This will also let you select hives that will over winter as the hive you split made it. Also – did you have to do a mite treatment? If not – guess what – odds are you will not have to treat the splits as well (maybe these new bees/splits have a little resistance like the parent hive) 
Any way – this is how I run 300 hives and rebuild my bees. Been working for me 38 years. Hope this helps you new guys/gals


----------



## beepro (Dec 31, 2012)

I saw 4 queen cells that got split in half in a nuc hive
check today. Oh well, nothing I can do now. I can only 
keep the cell that is not attached to another nearby frame. So far I
found only one in another nuc hive. Should be a good queen since it
is full of RJ now. Waiting for it to be cap in another day or 2.


----------



## Billboard (Dec 28, 2014)

sakhoney said:


> Also most of these packages are put together in the South. Will the bees you get from their work in the cold North? Probably not,


I'm probably going to get some slack from this, but this statement is false. Bees adapt. I mean it just sounds stupid. I bought 2 packages from Georgia and I live in Chicago. Big climate difference both survived.


----------



## sakhoney (Apr 3, 2016)

Billboard - of all the info in this thread - And it states "probably" - That's all you absorbed from this write up? holler at me when you run 300 and up to 800 hives for 38 years - would ya
As for the rest - This was just for information about how packages are put together and how to release the queens when you get them home. 
TF free for 8 years
SAK


----------



## Billboard (Dec 28, 2014)

Like i said ill get criticism for it.
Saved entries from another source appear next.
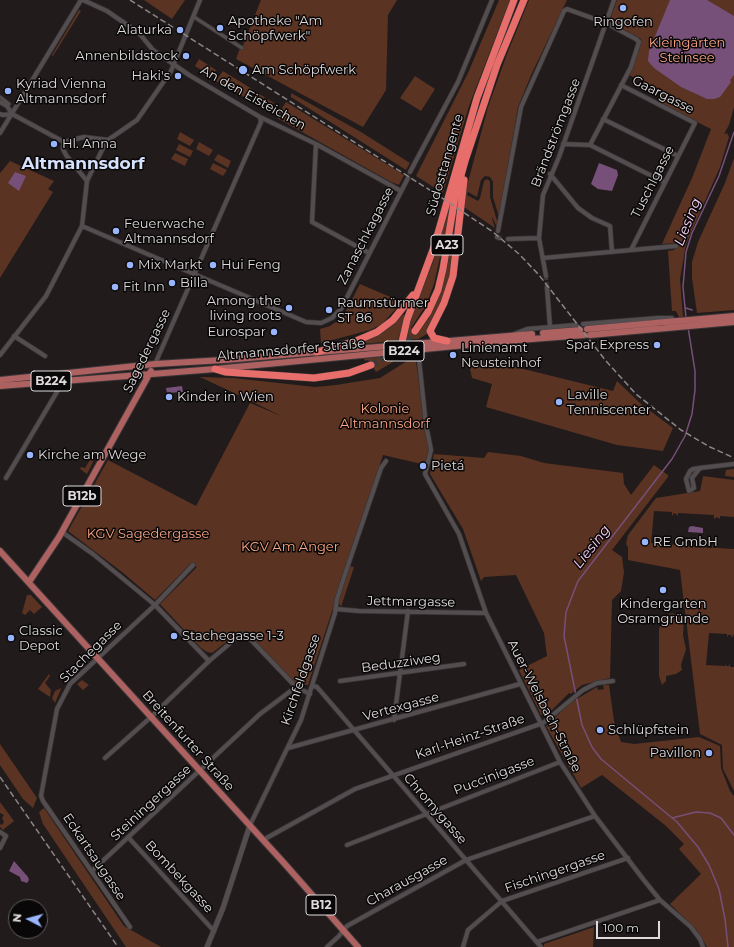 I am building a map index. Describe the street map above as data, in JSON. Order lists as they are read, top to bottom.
{
  "streets": {
    "highway": ["Südosttangente", "A23"],
    "main road": [
      "Altmannsdorfer Straße",
      "Sagedergasse",
      "B224",
      "B12b",
      "Breitenfurter Straße",
      "B12"
    ],
    "street": [
      "Gaargasse",
      "An den Eisteichen",
      "Brändströmgasse",
      "Tuschlgasse",
      "Zanaschkagasse",
      "Jettmargasse",
      "Stachegasse",
      "Beduzziweg",
      "Kirchfeldgasse",
      "Auer-Welsbach-Straße",
      "Vertexgasse",
      "Karl-Heinz-Straße",
      "Puccinigasse",
      "Steiningergasse",
      "Chromygasse",
      "Eckartsaugasse",
      "Fischingergasse",
      "Bombekgasse",
      "Charausgasse"
    ]
  },
  "crossings": [
    ["Gaargasse", "Tuschlgasse"],
    ["An den Eisteichen", "Zanaschkagasse"],
    ["An den Eisteichen", "Sagedergasse"],
    ["Südosttangente", "Altmannsdorfer Straße"],
    ["Zanaschkagasse", "Sagedergasse"],
    ["Altmannsdorfer Straße", "Sagedergasse"],
    ["Altmannsdorfer Straße", "B224"],
    ["Altmannsdorfer Straße", "Auer-Welsbach-Straße"],
    ["Sagedergasse", "Breitenfurter Straße"],
    ["Jettmargasse", "Kirchfeldgasse"],
    ["Jettmargasse", "Auer-Welsbach-Straße"],
    ["Stachegasse", "Breitenfurter Straße"],
    ["Stachegasse", "Eckartsaugasse"],
    ["Kirchfeldgasse", "Vertexgasse"],
    ["Kirchfeldgasse", "Breitenfurter Straße"],
    ["Kirchfeldgasse", "Chromygasse"],
    ["Kirchfeldgasse", "Bombekgasse"],
    ["Auer-Welsbach-Straße", "Vertexgasse"],
    ["Auer-Welsbach-Straße", "Karl-Heinz-Straße"],
    ["Auer-Welsbach-Straße", "Puccinigasse"],
    ["Auer-Welsbach-Straße", "Fischingergasse"],
    ["Auer-Welsbach-Straße", "Charausgasse"],
    ["Vertexgasse", "Chromygasse"],
    ["Karl-Heinz-Straße", "Breitenfurter Straße"],
    ["Karl-Heinz-Straße", "Chromygasse"],
    ["Breitenfurter Straße", "Steiningergasse"],
    ["Breitenfurter Straße", "Charausgasse"],
    ["Puccinigasse", "Chromygasse"],
    ["Steiningergasse", "Eckartsaugasse"],
    ["Steiningergasse", "Bombekgasse"],
    ["Chromygasse", "Fischingergasse"],
    ["Chromygasse", "Charausgasse"]
  ],
  "districts": ["Altmannsdorf"],
  "water": ["Liesing"],
  "parks": [
    "Kleingärten Steinsee",
    "Kolonie Altmannsdorf",
    "KGV Sagedergasse",
    "KGV Am Anger"
  ],
  "places": [
    "Ringofen",
    "Apotheke \"Am Schöpfwerk\"",
    "Alaturka",
    "Annenbildstock",
    "Am Schöpfwerk",
    "Haki's",
    "Kyriad Vienna Altmannsdorf",
    "Hl. Anna",
    "Feuerwache Altmannsdorf",
    "Mix Markt",
    "Hui Feng",
    "Billa",
    "Fit Inn",
    "Among the living roots",
    "Raumstürmer ST 86",
    "Eurospar",
    "Spar Express",
    "Linienamt Neusteinhof",
    "Kinder in Wien",
    "Laville Tenniscenter",
    "Kirche am Wege",
    "Pietá",
    "RE GmbH",
    "Kindergarten Osramgründe",
    "Stachegasse 1-3",
    "Classic Depot",
    "Schlüpfstein",
    "Pavillon"
  ],
  "scale_bar": "100 m",
  "north": "left"
} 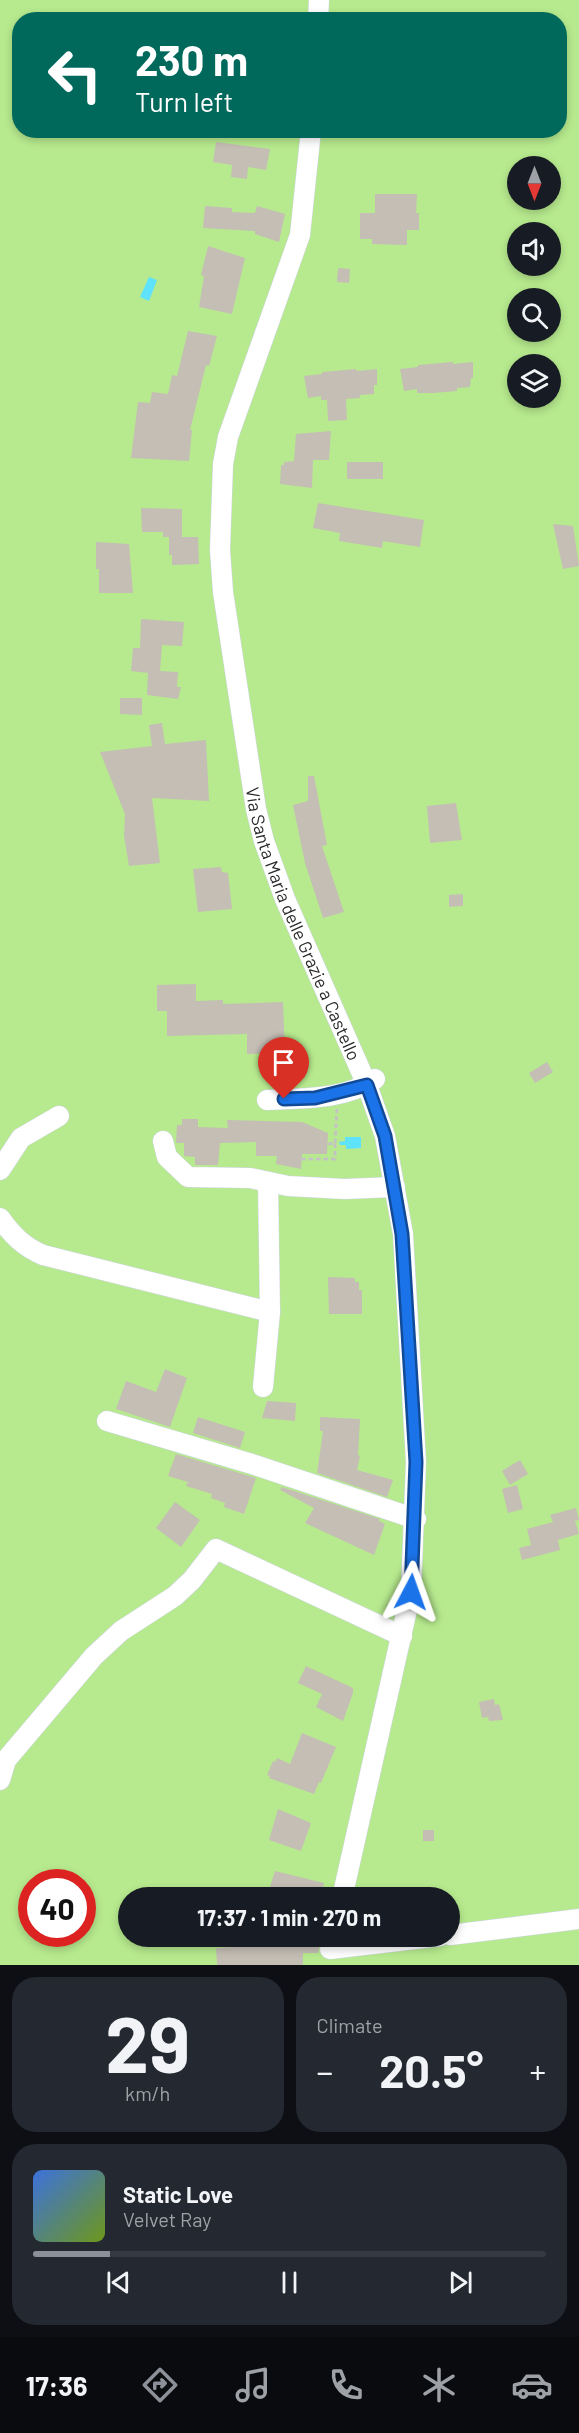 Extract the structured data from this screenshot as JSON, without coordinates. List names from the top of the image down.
{
  "streets": {
    "street": ["Via Santa Maria delle Grazie a Castello"]
  },
  "north": "bottom",
  "page": {
    "turn": ["230 m", "Turn left"],
    "limit": "40",
    "trip": "17:37 · 1 min · 270 m",
    "tile": [
      ["29", "km/h"],
      "Climate"
    ],
    "heat": ["−", "20.5°", "+"],
    "song": ["Static Love", "Velvet Ray"],
    "tabs": "17:36"
  }
} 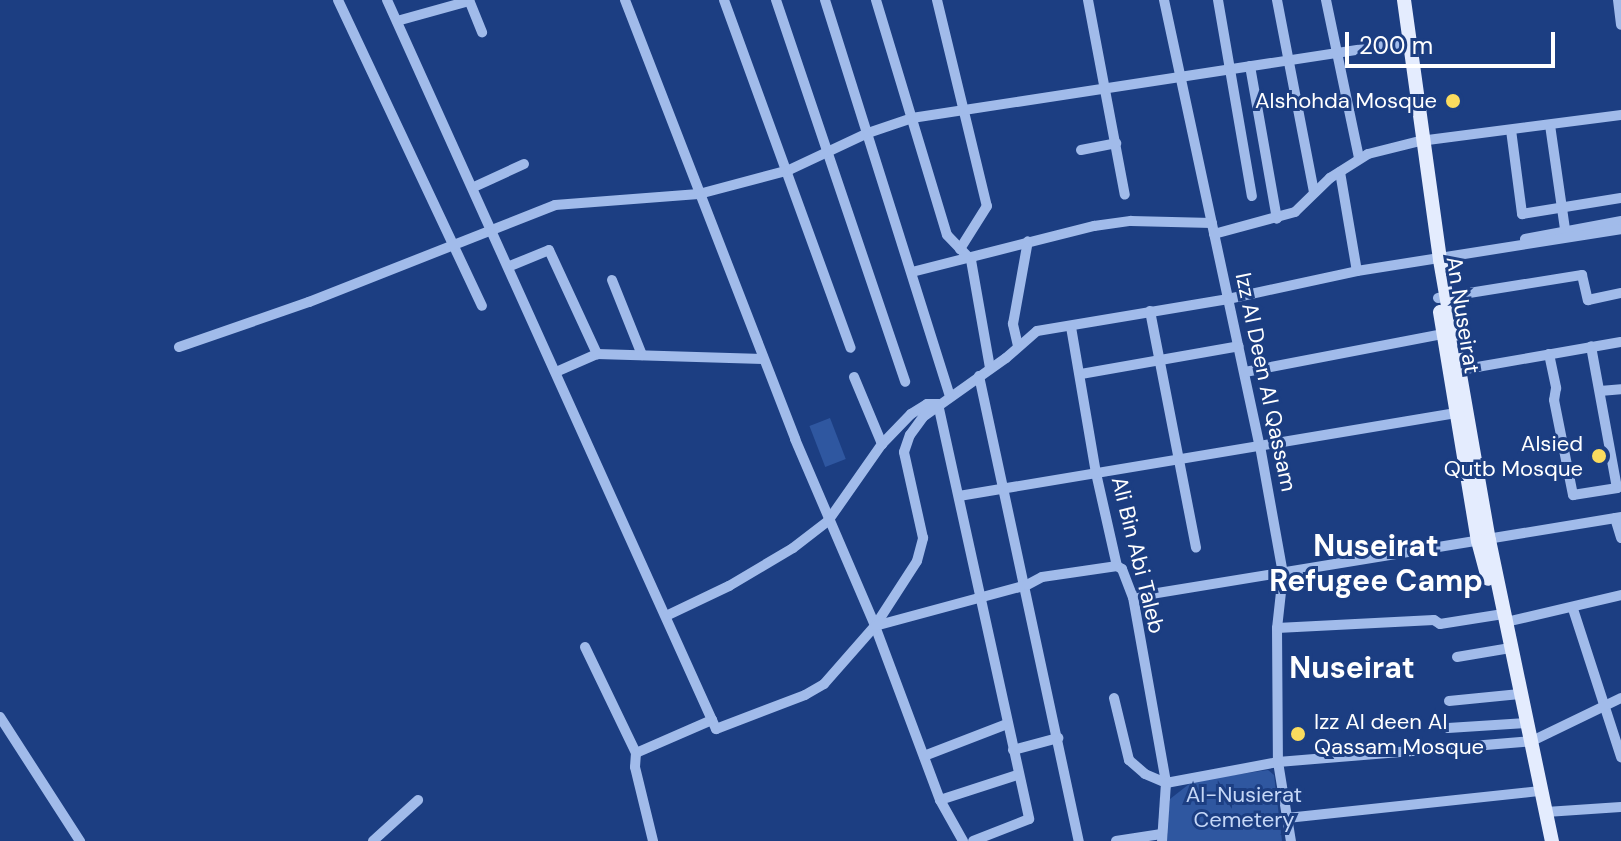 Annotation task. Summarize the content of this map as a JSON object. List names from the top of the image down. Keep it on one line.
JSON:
{"streets":{"main road":["An Nuseirat"],"street":["Izz Al Deen Al Qassam","Ali Bin Abi Taleb"]},"districts":["Nuseirat Refugee Camp","Nuseirat"],"parks":["Al-Nusierat Cemetery"],"places":["Alshohda Mosque","Alsied Qutb Mosque","Izz Al deen Al Qassam Mosque"],"scale_bar":"200 m"} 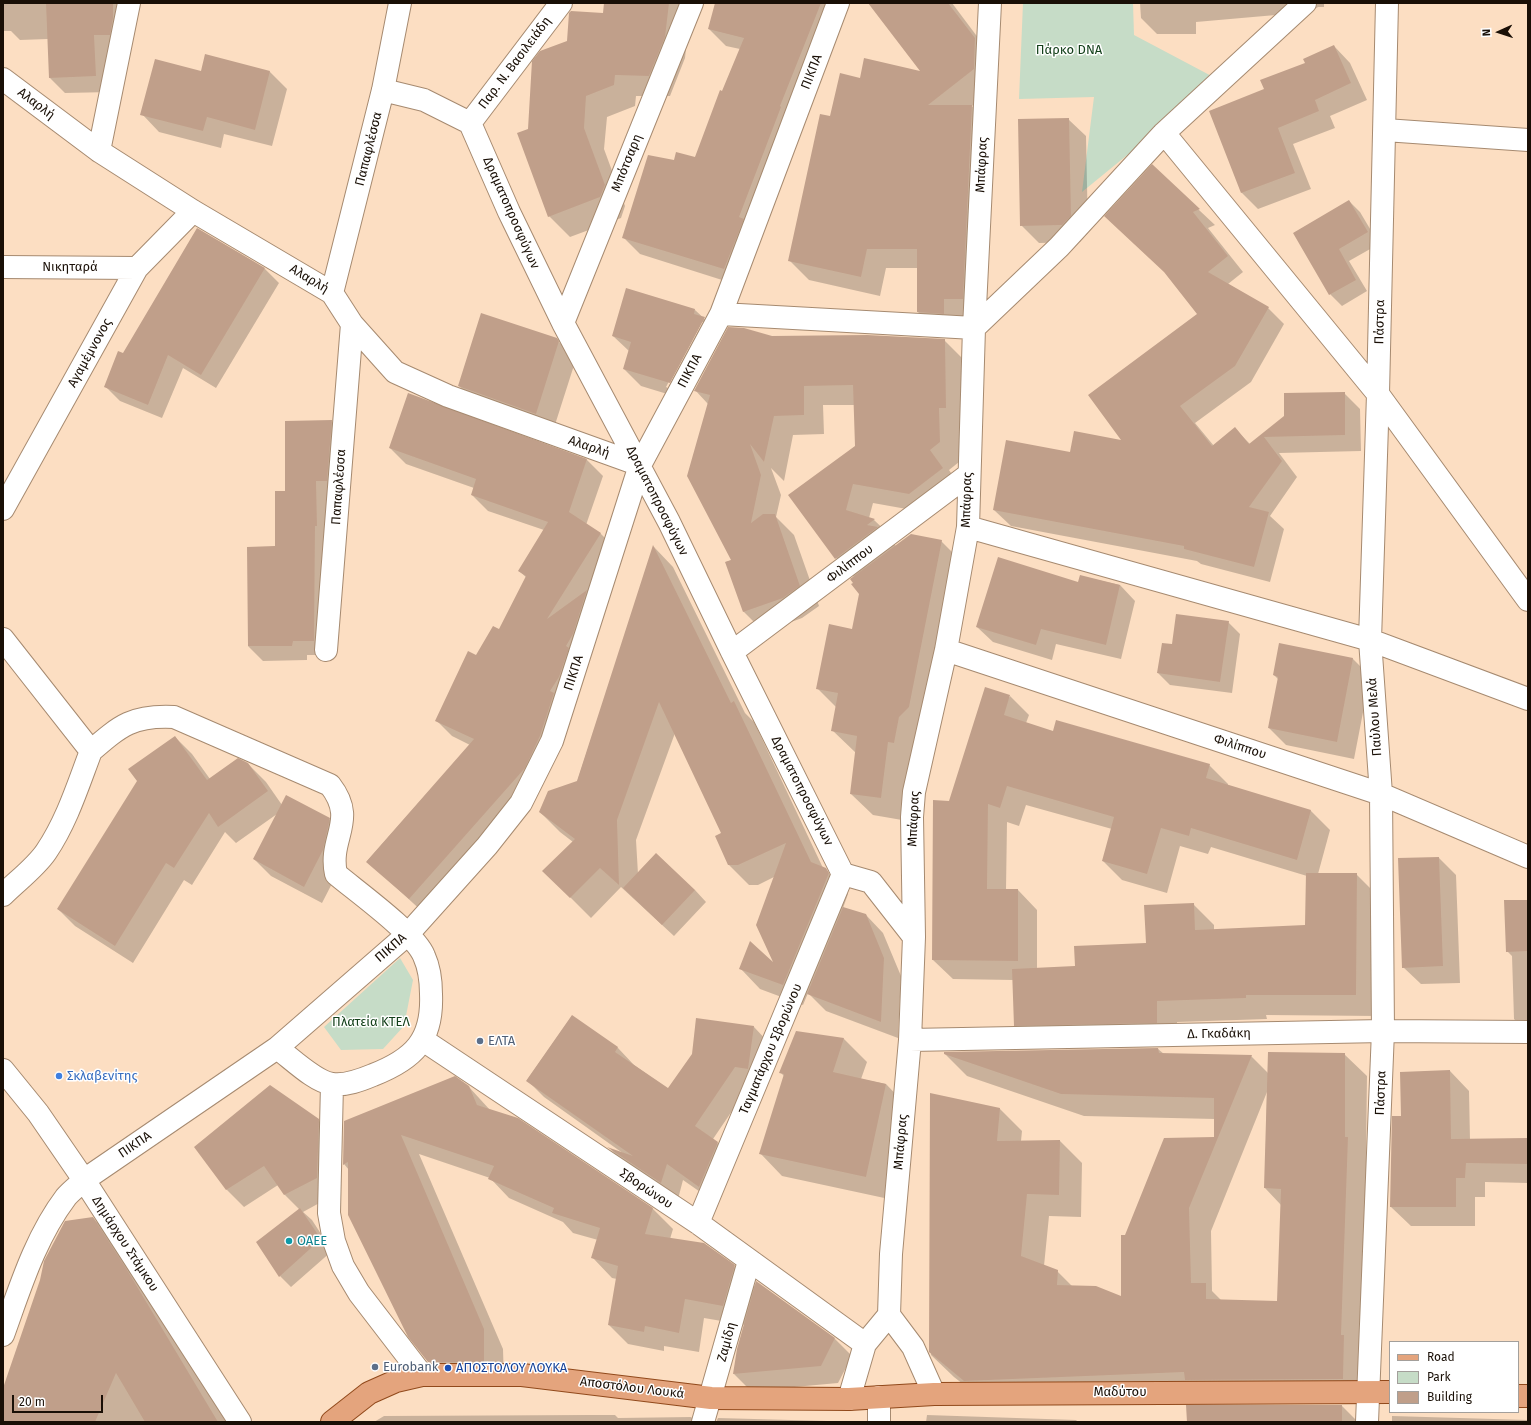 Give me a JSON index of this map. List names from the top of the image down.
{
  "streets": {
    "main road": ["Αποστόλου Λουκά", "Μαδύτου"],
    "street": [
      "Παρ. Ν. Βασιλειάδη",
      "ΠΙΚΠΑ",
      "Αλαρλή",
      "Παπαφλέσσα",
      "Μπότσαρη",
      "Μπάφρας",
      "Δραματοπροσφύγων",
      "Νικηταρά",
      "Πάστρα",
      "Αγαμέμνονος",
      "Φιλίππου",
      "Παύλου Μελά",
      "Δ. Γκαδάκη",
      "Ταγματάρχου Σβορώνου",
      "Σβορώνου",
      "Δημάρχου Στάμκου",
      "Ζαμίδη"
    ]
  },
  "crossings": [
    ["Παρ. Ν. Βασιλειάδη", "Δραματοπροσφύγων"],
    ["ΠΙΚΠΑ", "Αλαρλή"],
    ["ΠΙΚΠΑ", "Δραματοπροσφύγων"],
    ["ΠΙΚΠΑ", "Δημάρχου Στάμκου"],
    ["Αλαρλή", "Παπαφλέσσα"],
    ["Αλαρλή", "Δραματοπροσφύγων"],
    ["Αλαρλή", "Αγαμέμνονος"],
    ["Μπότσαρη", "Δραματοπροσφύγων"],
    ["Μπάφρας", "Φιλίππου"],
    ["Μπάφρας", "Δ. Γκαδάκη"],
    ["Δραματοπροσφύγων", "Φιλίππου"],
    ["Δραματοπροσφύγων", "Ταγματάρχου Σβορώνου"],
    ["Νικηταρά", "Αγαμέμνονος"],
    ["Πάστρα", "Φιλίππου"],
    ["Πάστρα", "Παύλου Μελά"],
    ["Πάστρα", "Δ. Γκαδάκη"],
    ["Πάστρα", "Μαδύτου"],
    ["Φιλίππου", "Παύλου Μελά"],
    ["Ταγματάρχου Σβορώνου", "Σβορώνου"],
    ["Σβορώνου", "Ζαμίδη"],
    ["Ζαμίδη", "Αποστόλου Λουκά"],
    ["Αποστόλου Λουκά", "Μαδύτου"]
  ],
  "parks": ["Πάρκο DNA", "Πλατεία ΚΤΕΛ"],
  "places": [
    "ΕΛΤΑ",
    "Σκλαβενίτης",
    "ΟΑΕΕ",
    "Eurobank",
    "ΑΠΟΣΤΟΛΟΥ ΛΟΥΚΑ"
  ],
  "legend": ["Road", "Park", "Building"],
  "scale_bar": "20 m",
  "north": "left"
}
Well then you should know then that shouldn't be said. I just hear it so much and it stops people from buying. If the bees dont make it chance are its the beekeepers fault and instead of taking blame they insist the bees were from the warm south and not used of the cold. Sorry if it offended you.


----------



## Colobee (May 15, 2014)

I can see that the huge demand for packages may have resulted in some less than optimal results. Demand seems to have made nucs hard to find when folks want them most - less so with packages. I've had good success with half to full medium splits, and 3-4 days before queen check & release (if needed). This has worked for both packages & splits

Last year, for the first time ever, I had a couple packages that failed. The bees were from Western Colorado, with Cali queens. For decades my queens & packages came from Texas and have thrived in the cold Colorado winters. I'd have to agree that the 
"Southern bees can't handle the cold" may be a misconception perpetuated by the inexperienced or uninformed. After ~40 years of beekeeping in Colorado, it sure isn't true around here.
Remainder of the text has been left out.